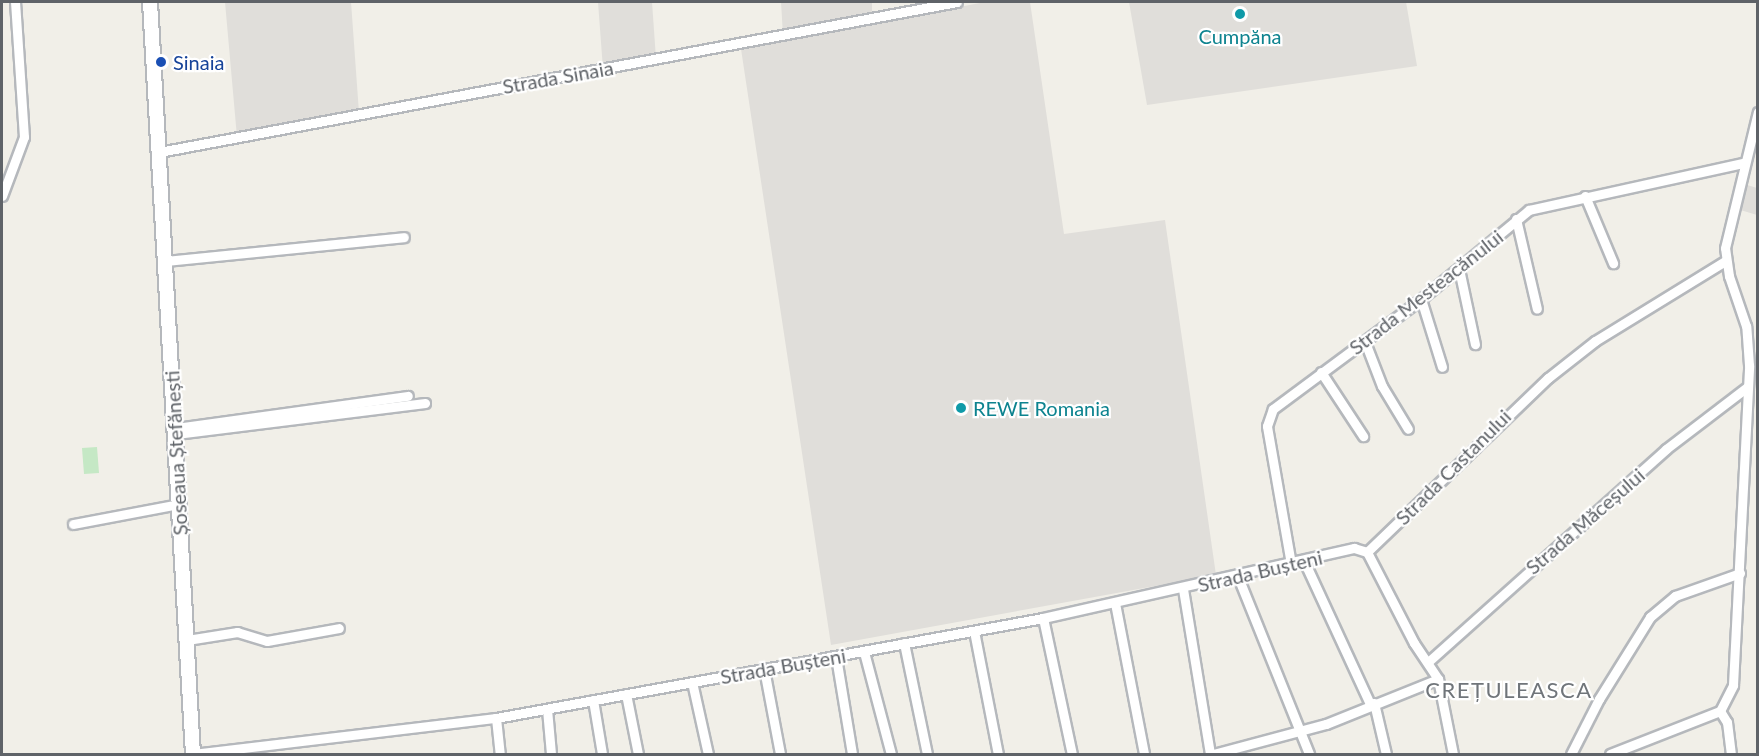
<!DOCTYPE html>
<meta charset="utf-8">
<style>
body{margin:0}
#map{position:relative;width:1759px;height:756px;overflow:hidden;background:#f1efe8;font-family:Lato,sans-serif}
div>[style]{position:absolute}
.industrial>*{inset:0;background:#e0deda}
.green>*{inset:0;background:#c5e8c5}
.roads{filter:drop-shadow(2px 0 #b5b8bc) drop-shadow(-2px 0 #b5b8bc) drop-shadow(0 2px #b5b8bc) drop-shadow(0 -2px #b5b8bc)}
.minor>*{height:9px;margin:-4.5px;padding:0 4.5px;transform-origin:4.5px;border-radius:4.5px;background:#fff}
.secondary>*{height:14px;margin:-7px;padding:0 7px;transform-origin:7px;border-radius:7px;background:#fff}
.dots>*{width:16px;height:16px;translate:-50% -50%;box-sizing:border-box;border:3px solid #fff;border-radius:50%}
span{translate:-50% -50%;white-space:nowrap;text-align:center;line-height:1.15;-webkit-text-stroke:4.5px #fff;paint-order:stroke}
.culture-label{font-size:20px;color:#0d838f}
.left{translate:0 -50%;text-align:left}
.transit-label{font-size:20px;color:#164399}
.street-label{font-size:20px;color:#5f6368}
.quarter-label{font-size:22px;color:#70757a;letter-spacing:1.5px}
.frame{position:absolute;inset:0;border:3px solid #5f6368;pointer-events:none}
</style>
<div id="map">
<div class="industrial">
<i style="clip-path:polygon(225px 2px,351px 2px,359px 113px,237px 137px)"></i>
<i style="clip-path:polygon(598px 2px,652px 2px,656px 59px,603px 69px)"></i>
<i style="clip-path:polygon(781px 2px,872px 2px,872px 18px,783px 35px)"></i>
<i style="clip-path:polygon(985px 2px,1030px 2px,1064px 234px,1165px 220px,1216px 575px,831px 645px,741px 49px)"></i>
<i style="clip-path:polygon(1129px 2px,1406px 2px,1417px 66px,1147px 105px)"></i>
<i style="clip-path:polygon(1744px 184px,1757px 188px,1757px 215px,1737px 209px)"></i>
</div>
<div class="green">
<i style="clip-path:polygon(97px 447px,99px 473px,84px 474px,82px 448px)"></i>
</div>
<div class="roads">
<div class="minor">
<i style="left:159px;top:152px;width:812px;rotate:-10.65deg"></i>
<i style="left:2px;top:196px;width:63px;rotate:-69.6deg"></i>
<i style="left:24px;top:137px;width:135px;rotate:-93.8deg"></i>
<i style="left:1585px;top:196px;width:73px;rotate:67.3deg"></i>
<i style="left:1516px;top:219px;width:92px;rotate:76.9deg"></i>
<i style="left:165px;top:261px;width:240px;rotate:-5.7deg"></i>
<i style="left:1459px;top:269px;width:77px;rotate:78deg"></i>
<i style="left:1421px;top:299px;width:71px;rotate:72.8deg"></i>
<i style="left:1365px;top:342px;width:47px;rotate:68.9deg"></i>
<i style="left:1382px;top:386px;width:50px;rotate:58.8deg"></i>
<i style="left:1321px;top:372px;width:77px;rotate:56.7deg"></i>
<i style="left:176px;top:428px;width:234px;rotate:-7.9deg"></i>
<i style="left:176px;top:434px;width:251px;rotate:-7.1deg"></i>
<i style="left:73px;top:524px;width:108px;rotate:-10.7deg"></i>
<i style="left:1367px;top:552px;width:251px;rotate:-43.9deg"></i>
<i style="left:1548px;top:378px;width:60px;rotate:-38.2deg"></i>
<i style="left:1595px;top:341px;width:153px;rotate:-31.6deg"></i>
<i style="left:1367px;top:552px;width:102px;rotate:62.7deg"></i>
<i style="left:1414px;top:643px;width:43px;rotate:56.3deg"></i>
<i style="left:1438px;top:679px;width:76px;rotate:78.7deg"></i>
<i style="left:1304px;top:561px;width:157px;rotate:65.2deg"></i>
<i style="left:1291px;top:564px;width:140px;rotate:-99.9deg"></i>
<i style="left:1267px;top:426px;width:18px;rotate:-71deg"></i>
<i style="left:1273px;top:409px;width:184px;rotate:-36.6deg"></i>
<i style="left:1421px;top:299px;width:140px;rotate:-39.5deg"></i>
<i style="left:1529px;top:210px;width:219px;rotate:-12.4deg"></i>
<i style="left:1238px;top:577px;width:191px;rotate:68.1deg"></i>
<i style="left:1183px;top:589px;width:167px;rotate:80.7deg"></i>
<i style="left:1115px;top:603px;width:154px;rotate:79.1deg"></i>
<i style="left:1043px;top:618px;width:139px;rotate:78deg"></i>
<i style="left:974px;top:631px;width:125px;rotate:79deg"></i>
<i style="left:187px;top:640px;width:51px;rotate:-9.1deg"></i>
<i style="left:237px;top:632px;width:31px;rotate:17deg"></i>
<i style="left:267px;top:641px;width:73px;rotate:-10.2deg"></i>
<i style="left:904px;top:643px;width:113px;rotate:78.3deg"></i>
<i style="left:864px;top:652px;width:106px;rotate:75.2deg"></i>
<i style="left:836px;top:657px;width:98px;rotate:80.6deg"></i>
<i style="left:1428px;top:662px;width:319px;rotate:-41.8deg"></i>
<i style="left:1666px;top:449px;width:102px;rotate:-37.4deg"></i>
<i style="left:764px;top:669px;width:86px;rotate:79.3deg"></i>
<i style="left:692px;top:682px;width:74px;rotate:77.5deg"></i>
<i style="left:626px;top:694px;width:61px;rotate:78.7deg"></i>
<i style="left:593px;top:700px;width:55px;rotate:80.5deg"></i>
<i style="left:1374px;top:703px;width:52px;rotate:76.8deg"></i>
<i style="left:547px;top:709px;width:45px;rotate:84.9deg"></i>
<i style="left:1720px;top:711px;width:13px;rotate:58deg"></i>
<i style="left:1727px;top:722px;width:32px;rotate:83deg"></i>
<i style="left:496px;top:718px;width:36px;rotate:84deg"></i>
<i style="left:193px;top:754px;width:305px;rotate:-6.8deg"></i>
<i style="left:496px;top:718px;width:556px;rotate:-10.36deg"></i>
<i style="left:1043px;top:618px;width:319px;rotate:-12.7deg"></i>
<i style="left:1354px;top:548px;width:14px;rotate:17deg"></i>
<i style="left:1213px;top:754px;width:117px;rotate:-14.9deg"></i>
<i style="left:1326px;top:724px;width:121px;rotate:-21.9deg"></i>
<i style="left:1571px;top:754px;width:62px;rotate:-63deg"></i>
<i style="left:1599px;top:699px;width:97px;rotate:-58.1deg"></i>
<i style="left:1650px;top:617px;width:33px;rotate:-40deg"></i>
<i style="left:1675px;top:596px;width:69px;rotate:-19.5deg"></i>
<i style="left:1610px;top:754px;width:118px;rotate:-21.4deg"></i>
<i style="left:1720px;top:711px;width:29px;rotate:-63deg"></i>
<i style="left:1733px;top:685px;width:320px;rotate:-87.1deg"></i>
<i style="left:1749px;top:365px;width:39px;rotate:-94deg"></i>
<i style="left:1746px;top:326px;width:53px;rotate:-108.8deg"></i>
<i style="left:1729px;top:276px;width:28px;rotate:-98deg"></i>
<i style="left:1725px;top:248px;width:140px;rotate:-76.4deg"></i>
</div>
<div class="secondary">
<i style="left:150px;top:2px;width:753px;rotate:86.73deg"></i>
</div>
</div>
<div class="dots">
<i style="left:1240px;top:14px;background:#0f9aa8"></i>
<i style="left:161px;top:62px;background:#1a4fb4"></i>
<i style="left:961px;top:408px;background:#0f9aa8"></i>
</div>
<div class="culture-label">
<span style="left:1240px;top:36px">Cumpăna</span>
<span class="left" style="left:973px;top:408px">REWE Romania</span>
</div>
<div class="transit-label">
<span class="left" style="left:173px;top:62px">Sinaia</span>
</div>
<div class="street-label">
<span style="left:558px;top:77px;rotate:-10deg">Strada Sinaia</span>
<span style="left:1426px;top:292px;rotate:-38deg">Strada Mesteacănului</span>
<span style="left:176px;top:453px;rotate:-93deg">Șoseaua Ștefănești</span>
<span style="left:1453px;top:467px;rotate:-45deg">Strada Castanului</span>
<span style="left:1585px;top:521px;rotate:-41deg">Strada Măceșului</span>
<span style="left:1260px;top:571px;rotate:-13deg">Strada Bușteni</span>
<span style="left:783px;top:666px;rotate:-10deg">Strada Bușteni</span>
</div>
<div class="quarter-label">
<span style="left:1509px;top:690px">CREȚULEASCA</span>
</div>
<div class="frame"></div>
</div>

┄┄┄┄┄┄┄┄┄┄

Pick each line holding the word "roads" out of the listing.

▸ Answer to this problem:
.roads{filter:drop-shadow(2px 0 #b5b8bc) drop-shadow(-2px 0 #b5b8bc) drop-shadow(0 2px #b5b8bc) drop-shadow(0 -2px #b5b8bc)}
<div class="roads">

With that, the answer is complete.